Tally every line of the records below that includes "icon", and reply with the total alone.

━━━ Data to examine

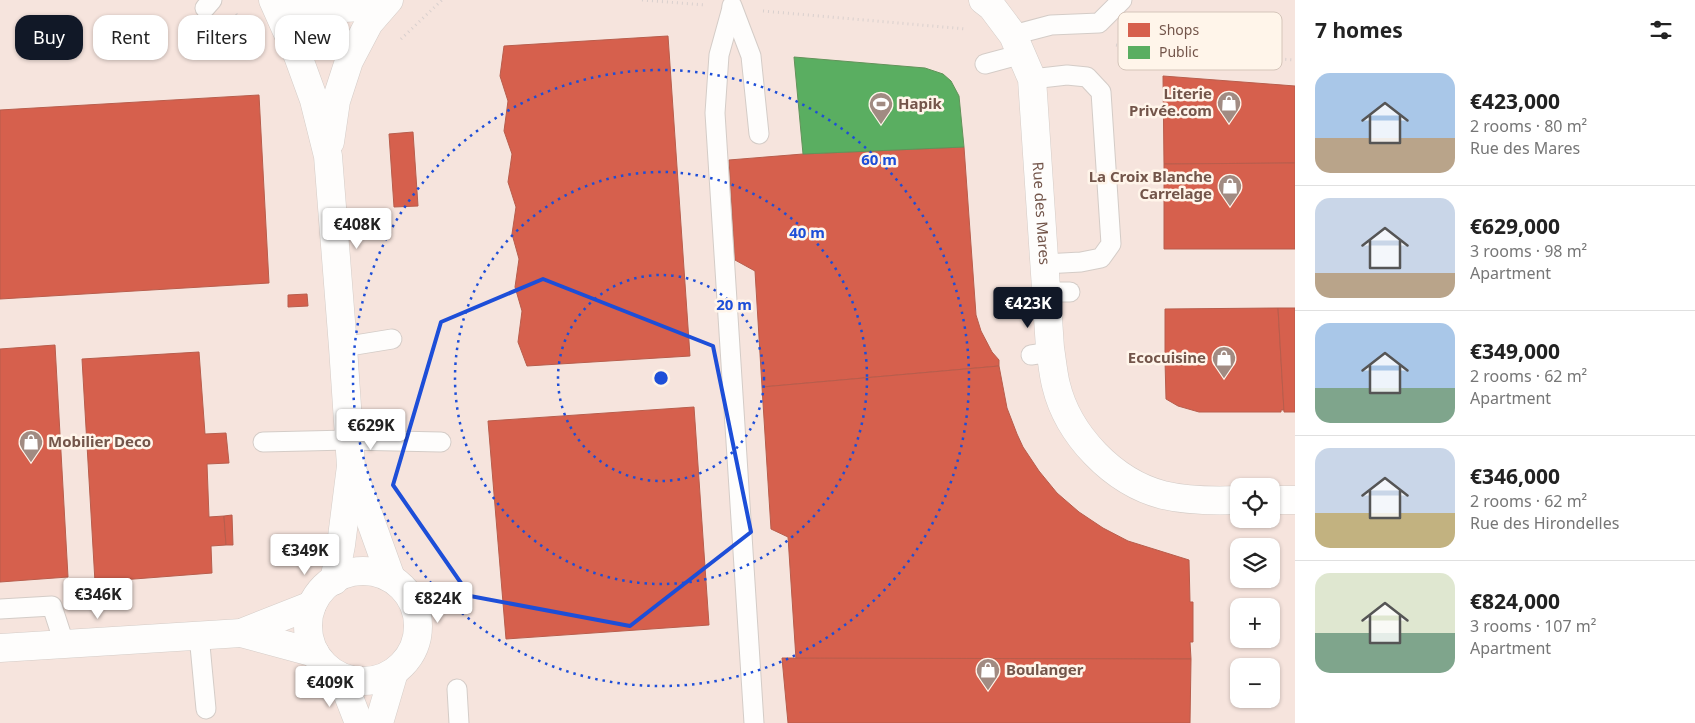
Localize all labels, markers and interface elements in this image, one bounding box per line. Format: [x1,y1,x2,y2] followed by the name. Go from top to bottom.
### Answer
[1118,12,1282,70] legend
[15,15,83,60] chip: Buy
[93,15,168,60] chip: Rent
[178,15,265,60] chip: Filters
[275,15,349,60] chip: New
[1315,16,1403,44] text: 7 homes
[1647,16,1675,44] icon: filters
[1159,20,1199,39] text: Shops
[1159,42,1199,61] text: Public
[1129,83,1212,120] place label: Literie Privée.com
[1470,87,1560,115] text: €423,000
[1216,90,1242,124] shop icon: Literie Privée.com
[868,91,894,125] sports icon: Hapik
[898,93,942,113] place label: Hapik
[1355,93,1415,153] icon: home
[1470,115,1587,137] text: 2 rooms · 80 m²
[1470,137,1580,159] text: Rue des Mares
[861,149,897,169] text: 60 m
[1029,161,1055,266] street label: Rue des Mares
[1089,166,1212,203] place label: La Croix Blanche Carrelage
[1217,173,1243,207] shop icon: La Croix Blanche Carrelage
[322,208,392,250] pin: €408K
[1470,212,1560,240] text: €629,000
[333,213,381,235] text: €408K
[1355,218,1415,278] icon: home
[789,222,825,242] text: 40 m
[1470,240,1587,262] text: 3 rooms · 98 m²
[1470,262,1551,284] text: Apartment
[993,286,1063,329] pin: €423K
[1004,292,1052,314] text: €423K
[716,294,752,314] text: 20 m
[1470,337,1560,365] text: €349,000
[1355,343,1415,403] icon: home
[1211,345,1237,379] shop icon: Ecocuisine
[1128,347,1206,367] place label: Ecocuisine
[1470,365,1587,387] text: 2 rooms · 62 m²
[652,369,670,387] centre of rings
[1470,387,1551,409] text: Apartment
[336,408,406,451] pin: €629K
[347,414,395,436] text: €629K
[18,429,44,463] shop icon: Mobilier Deco
[48,431,151,451] place label: Mobilier Deco
[1470,462,1560,490] text: €346,000
[1355,468,1415,528] icon: home
[1230,478,1280,708] map controls
[1230,478,1280,528] button: locate
[1470,490,1587,512] text: 2 rooms · 62 m²
[1470,512,1619,534] text: Rue des Hirondelles
[270,534,340,576] pin: €349K
[1230,538,1280,588] button: layers
[281,539,329,561] text: €349K
[63,578,133,620] pin: €346K
[403,582,473,624] pin: €824K
[74,583,122,605] text: €346K
[414,587,462,609] text: €824K
[1470,587,1560,615] text: €824,000
[1355,593,1415,653] icon: home
[1230,598,1280,648] button: +
[1470,615,1596,637] text: 3 rooms · 107 m²
[1470,637,1551,659] text: Apartment
[975,657,1001,691] shop icon: Boulanger
[1230,658,1280,708] button: −
[1006,659,1084,679] place label: Boulanger
[295,666,365,708] pin: €409K
[306,671,354,693] text: €409K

━━━━━━

_Result of the exercise:_ 12